In the official Republican response to President Obama’s State of the Union address on Tuesday night, newly elected Iowa senator Joni Ernst stressed the importance of combating liberals’ “stale mindset” that has “led to failed policies like Obamacare,” while reaffirming Republicans’ commitment to “fighting to repeal and replace” that disastrous legislation. To find an opportunity to match their words with actions, Republicans won’t have to wait long.
On March 4, the Supreme Court will hear oral arguments in King v. Burwell. Obamacare’s plain text says that its taxpayer-funded subsidies can only be paid out through state-based exchanges, yet the Obama administration has been paying out through federal exchanges as well. If the Supreme Court rules in King that Obama has been distributing subsidies in violation of Obamacare’s written text—that he has been paying them out illegally—millions of Americans across the 36 states with federal exchanges will lose their subsidies and, in most cases, their health insurance. The case should be decided shortly before July 4, and the way in which Republicans prepare for the ruling will go a long way toward showing how genuine their commitment to repealing and replacing Obamacare is.
Republicans can respond to a ruling finding the federal-exchange subsidies illegal in two main ways: They can negotiate “fixes” to Obamacare with the administration, or they can propose effectively repealing and replacing Obamacare in 36 states. The first response would help take the wind out of repeal’s sails; the second would help set the stage for victory in November 2016 and full repeal in January 2017.
Of late, however, Republicans and their corporate allies seem more focused on “fixing” Obamacare than on repealing and replacing it.
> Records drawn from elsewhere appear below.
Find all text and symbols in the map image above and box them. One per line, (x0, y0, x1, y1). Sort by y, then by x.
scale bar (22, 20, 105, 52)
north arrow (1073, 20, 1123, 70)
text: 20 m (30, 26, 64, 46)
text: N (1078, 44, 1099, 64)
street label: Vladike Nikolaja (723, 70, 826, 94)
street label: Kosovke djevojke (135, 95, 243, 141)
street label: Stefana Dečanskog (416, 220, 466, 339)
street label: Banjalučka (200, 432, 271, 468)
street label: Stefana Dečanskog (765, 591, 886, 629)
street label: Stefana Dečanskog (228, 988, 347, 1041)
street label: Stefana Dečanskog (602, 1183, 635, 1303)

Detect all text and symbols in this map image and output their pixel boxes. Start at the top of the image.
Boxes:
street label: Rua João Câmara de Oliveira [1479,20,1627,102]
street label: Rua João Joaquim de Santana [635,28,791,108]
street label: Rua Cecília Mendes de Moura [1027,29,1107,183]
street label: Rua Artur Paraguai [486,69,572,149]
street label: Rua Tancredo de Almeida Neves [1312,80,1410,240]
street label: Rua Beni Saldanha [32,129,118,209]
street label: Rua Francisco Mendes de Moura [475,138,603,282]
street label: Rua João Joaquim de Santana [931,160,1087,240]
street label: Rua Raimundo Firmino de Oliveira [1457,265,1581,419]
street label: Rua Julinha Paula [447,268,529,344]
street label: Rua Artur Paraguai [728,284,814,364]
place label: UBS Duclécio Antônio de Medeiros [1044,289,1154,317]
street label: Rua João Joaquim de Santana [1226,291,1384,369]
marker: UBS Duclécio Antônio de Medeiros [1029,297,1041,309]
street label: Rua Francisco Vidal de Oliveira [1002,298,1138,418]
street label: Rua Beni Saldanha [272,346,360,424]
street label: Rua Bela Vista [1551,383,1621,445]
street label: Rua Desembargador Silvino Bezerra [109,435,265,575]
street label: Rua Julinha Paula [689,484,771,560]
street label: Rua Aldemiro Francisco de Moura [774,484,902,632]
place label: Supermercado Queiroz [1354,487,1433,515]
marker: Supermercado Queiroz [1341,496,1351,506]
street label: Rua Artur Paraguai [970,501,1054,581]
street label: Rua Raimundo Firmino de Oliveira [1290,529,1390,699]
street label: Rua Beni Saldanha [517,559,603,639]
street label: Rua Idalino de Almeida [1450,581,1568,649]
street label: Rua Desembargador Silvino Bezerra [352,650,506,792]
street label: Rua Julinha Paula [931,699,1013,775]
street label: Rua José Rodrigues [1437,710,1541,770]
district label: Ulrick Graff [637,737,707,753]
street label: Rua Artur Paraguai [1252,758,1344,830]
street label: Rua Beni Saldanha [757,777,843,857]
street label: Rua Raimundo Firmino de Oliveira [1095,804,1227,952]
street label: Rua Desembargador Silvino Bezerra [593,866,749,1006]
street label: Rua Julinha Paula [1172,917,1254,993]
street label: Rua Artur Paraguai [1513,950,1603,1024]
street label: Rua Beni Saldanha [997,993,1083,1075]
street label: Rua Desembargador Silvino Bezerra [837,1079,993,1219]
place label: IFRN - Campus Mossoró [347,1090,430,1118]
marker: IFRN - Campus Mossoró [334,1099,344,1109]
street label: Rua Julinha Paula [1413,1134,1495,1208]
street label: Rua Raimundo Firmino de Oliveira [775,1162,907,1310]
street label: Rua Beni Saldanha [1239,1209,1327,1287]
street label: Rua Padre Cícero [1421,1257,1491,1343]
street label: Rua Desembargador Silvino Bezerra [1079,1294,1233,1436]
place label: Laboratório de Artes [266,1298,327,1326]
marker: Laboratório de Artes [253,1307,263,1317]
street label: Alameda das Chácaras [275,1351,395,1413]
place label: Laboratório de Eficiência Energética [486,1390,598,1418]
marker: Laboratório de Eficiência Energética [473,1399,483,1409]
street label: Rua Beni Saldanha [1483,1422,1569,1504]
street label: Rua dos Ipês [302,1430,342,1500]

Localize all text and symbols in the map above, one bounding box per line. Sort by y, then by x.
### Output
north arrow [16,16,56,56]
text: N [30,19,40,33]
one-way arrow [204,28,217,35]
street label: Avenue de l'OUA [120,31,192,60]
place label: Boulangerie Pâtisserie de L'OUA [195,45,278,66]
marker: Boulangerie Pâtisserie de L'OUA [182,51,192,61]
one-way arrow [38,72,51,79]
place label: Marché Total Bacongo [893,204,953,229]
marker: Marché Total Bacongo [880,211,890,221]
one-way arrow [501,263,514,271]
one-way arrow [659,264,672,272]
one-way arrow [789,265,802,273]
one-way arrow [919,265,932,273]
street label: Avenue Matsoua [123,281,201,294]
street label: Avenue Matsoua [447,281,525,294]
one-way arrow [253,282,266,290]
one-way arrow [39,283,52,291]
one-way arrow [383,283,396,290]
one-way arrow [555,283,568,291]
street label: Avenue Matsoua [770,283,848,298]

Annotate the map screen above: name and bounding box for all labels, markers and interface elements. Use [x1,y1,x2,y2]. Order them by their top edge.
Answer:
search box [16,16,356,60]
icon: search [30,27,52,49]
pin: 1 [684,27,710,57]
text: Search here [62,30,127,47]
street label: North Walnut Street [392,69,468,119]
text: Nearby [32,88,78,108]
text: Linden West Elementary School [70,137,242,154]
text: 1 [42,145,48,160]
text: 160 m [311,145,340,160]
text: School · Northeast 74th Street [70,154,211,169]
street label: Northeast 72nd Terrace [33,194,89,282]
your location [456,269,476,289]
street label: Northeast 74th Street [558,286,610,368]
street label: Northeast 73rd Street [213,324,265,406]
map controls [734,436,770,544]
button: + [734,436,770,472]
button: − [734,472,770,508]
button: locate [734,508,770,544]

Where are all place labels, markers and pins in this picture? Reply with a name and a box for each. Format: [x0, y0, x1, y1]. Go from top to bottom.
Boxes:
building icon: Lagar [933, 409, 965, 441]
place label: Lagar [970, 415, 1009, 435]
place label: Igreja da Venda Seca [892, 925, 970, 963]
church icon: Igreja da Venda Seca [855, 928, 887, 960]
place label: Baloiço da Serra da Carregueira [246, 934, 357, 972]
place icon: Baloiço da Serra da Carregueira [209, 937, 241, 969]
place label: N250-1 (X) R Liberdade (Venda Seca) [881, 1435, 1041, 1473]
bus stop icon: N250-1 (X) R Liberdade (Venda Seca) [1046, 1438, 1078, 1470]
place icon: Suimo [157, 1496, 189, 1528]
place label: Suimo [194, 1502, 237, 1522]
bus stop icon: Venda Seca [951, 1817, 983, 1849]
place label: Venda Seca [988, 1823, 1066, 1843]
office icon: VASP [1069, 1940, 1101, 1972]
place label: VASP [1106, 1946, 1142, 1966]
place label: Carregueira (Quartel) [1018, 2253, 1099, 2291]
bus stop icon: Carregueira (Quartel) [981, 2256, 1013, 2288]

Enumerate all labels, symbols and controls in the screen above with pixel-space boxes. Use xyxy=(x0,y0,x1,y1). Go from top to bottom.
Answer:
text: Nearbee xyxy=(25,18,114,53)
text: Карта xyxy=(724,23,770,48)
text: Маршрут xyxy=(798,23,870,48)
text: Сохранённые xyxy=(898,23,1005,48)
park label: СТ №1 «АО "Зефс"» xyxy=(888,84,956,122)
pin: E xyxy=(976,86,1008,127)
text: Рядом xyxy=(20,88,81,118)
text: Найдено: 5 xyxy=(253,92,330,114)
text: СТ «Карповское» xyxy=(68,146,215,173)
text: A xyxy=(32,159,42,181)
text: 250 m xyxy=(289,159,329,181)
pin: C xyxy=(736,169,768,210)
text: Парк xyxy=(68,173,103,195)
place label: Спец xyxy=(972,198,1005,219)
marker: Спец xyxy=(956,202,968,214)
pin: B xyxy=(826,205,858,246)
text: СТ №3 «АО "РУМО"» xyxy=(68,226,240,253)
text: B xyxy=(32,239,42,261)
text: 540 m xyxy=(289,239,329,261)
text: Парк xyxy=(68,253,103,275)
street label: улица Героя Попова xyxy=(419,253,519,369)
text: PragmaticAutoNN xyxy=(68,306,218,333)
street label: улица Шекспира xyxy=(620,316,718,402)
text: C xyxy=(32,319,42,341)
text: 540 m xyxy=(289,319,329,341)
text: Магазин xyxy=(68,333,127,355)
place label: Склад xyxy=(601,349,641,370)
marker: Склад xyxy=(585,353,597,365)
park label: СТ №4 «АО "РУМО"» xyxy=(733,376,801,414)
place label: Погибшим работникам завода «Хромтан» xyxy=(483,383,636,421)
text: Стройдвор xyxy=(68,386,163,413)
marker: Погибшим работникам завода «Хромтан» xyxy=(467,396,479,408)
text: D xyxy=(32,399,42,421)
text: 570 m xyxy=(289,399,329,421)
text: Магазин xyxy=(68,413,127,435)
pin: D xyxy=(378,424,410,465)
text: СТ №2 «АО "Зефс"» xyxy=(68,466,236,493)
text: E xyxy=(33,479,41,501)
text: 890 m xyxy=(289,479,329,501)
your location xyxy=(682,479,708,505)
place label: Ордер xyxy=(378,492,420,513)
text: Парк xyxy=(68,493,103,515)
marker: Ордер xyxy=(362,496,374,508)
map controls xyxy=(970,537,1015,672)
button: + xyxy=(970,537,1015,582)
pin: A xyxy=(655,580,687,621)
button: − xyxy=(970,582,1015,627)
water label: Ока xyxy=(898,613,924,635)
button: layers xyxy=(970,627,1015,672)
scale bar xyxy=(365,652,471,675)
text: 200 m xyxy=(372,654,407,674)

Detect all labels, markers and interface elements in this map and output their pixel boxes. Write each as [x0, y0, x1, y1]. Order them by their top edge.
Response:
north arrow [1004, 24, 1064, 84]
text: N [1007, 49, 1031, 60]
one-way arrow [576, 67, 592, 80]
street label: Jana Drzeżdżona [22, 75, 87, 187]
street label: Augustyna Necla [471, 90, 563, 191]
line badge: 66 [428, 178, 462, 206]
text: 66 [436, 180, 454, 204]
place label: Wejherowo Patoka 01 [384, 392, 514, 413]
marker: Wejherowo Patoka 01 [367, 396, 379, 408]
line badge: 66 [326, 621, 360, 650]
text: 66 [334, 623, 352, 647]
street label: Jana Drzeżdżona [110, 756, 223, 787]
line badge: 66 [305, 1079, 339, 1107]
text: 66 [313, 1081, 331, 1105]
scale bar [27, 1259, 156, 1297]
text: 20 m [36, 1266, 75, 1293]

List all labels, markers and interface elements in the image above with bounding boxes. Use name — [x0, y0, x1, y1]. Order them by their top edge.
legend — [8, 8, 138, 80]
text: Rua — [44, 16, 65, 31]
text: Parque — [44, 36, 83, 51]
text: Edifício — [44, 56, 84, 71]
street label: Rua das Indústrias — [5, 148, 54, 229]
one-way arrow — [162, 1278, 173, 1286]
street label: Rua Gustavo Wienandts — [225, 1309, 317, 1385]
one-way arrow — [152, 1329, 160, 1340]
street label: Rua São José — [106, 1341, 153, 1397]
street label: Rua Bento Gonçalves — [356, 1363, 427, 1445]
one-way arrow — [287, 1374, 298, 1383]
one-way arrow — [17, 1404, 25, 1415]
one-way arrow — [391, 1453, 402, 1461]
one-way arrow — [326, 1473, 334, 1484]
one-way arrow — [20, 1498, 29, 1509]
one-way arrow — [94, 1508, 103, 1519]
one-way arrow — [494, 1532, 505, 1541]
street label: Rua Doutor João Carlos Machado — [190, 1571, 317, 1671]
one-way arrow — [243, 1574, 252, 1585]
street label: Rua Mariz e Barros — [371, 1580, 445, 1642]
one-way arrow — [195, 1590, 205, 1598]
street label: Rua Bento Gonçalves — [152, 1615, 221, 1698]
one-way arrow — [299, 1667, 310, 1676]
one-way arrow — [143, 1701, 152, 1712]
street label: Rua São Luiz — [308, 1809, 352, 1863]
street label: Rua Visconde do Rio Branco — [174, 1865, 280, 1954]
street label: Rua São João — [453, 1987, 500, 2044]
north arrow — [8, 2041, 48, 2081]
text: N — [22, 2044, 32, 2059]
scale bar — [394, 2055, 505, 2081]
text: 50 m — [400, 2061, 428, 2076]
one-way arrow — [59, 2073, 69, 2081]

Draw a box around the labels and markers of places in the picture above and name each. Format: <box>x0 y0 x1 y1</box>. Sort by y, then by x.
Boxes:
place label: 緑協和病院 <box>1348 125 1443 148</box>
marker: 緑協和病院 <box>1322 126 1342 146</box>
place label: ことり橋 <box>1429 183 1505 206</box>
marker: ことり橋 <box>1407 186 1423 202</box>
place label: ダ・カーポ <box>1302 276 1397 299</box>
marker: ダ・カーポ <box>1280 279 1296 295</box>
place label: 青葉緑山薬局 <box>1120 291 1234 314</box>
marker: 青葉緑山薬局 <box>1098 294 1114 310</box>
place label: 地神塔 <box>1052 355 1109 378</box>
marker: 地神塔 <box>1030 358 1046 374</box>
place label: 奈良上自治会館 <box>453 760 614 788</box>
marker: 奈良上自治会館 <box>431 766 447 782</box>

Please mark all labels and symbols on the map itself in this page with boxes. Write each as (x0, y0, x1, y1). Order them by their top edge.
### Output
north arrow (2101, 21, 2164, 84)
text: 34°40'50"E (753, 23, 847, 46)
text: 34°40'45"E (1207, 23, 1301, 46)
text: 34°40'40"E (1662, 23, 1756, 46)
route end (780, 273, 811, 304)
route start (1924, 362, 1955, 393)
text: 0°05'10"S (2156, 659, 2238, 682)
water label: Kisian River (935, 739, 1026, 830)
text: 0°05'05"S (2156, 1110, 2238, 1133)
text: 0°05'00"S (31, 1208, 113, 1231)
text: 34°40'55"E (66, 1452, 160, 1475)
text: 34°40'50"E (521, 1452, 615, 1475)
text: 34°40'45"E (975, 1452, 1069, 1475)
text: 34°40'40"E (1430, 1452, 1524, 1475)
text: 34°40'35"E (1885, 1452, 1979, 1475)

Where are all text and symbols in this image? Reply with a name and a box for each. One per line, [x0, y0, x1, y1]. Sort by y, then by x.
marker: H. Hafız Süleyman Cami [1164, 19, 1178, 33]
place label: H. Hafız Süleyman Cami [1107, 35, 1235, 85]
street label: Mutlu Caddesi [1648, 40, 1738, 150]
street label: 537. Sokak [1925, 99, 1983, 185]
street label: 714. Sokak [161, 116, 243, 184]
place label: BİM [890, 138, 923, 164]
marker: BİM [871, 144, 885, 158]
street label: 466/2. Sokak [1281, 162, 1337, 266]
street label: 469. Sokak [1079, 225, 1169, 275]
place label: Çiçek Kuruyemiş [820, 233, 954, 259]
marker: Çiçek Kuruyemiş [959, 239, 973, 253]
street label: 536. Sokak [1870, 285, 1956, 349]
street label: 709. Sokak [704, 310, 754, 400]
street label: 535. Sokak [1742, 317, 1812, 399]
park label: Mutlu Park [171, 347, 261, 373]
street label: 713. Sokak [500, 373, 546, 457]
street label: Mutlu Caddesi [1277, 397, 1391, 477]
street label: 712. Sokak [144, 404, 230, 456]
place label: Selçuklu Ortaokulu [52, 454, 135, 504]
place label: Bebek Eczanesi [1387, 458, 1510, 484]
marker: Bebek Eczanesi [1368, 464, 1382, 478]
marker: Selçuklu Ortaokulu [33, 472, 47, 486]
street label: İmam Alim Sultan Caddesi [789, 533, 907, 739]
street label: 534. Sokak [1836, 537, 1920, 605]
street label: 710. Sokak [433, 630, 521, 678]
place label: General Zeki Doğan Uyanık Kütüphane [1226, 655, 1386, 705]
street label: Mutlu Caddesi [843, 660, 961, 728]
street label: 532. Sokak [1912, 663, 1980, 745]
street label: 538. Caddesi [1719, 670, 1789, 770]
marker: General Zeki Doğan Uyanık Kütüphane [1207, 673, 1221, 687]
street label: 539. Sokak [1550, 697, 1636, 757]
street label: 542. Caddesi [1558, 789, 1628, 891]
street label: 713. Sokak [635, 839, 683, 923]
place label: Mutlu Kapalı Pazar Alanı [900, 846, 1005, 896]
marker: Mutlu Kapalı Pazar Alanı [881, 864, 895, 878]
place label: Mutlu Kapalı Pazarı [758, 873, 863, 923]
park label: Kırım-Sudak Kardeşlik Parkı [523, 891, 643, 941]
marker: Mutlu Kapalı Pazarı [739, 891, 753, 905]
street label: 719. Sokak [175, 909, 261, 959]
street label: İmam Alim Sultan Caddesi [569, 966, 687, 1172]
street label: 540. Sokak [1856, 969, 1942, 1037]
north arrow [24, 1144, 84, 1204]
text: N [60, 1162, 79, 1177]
Asked about Obamacare last week, Chamber of Commerce president Thomas Donohue Jr. declared, “We are not working for repeal.” The new Republican Congress has yet to vote for repeal, but it has voted for a “fix.” Changing Obamacare’s definition of full-time work from 30 to 40 hours simply tweaked the legislation, needlessly putting GOP fingerprints on it.
If the Court shuts the subsidies off in 36 states, it will be impossible for Republicans to blame Obama and otherwise ignore the issue, for the lost subsidies would be substantial. A 60-year-old married couple in Milwaukee, Wisconsin, making $20,000 a year, for example, gets a whopping $16,549 a year in Obama-care subsidies. If the Court rules that Obama has been providing such subsidies lawlessly, that couple will instead get nothing.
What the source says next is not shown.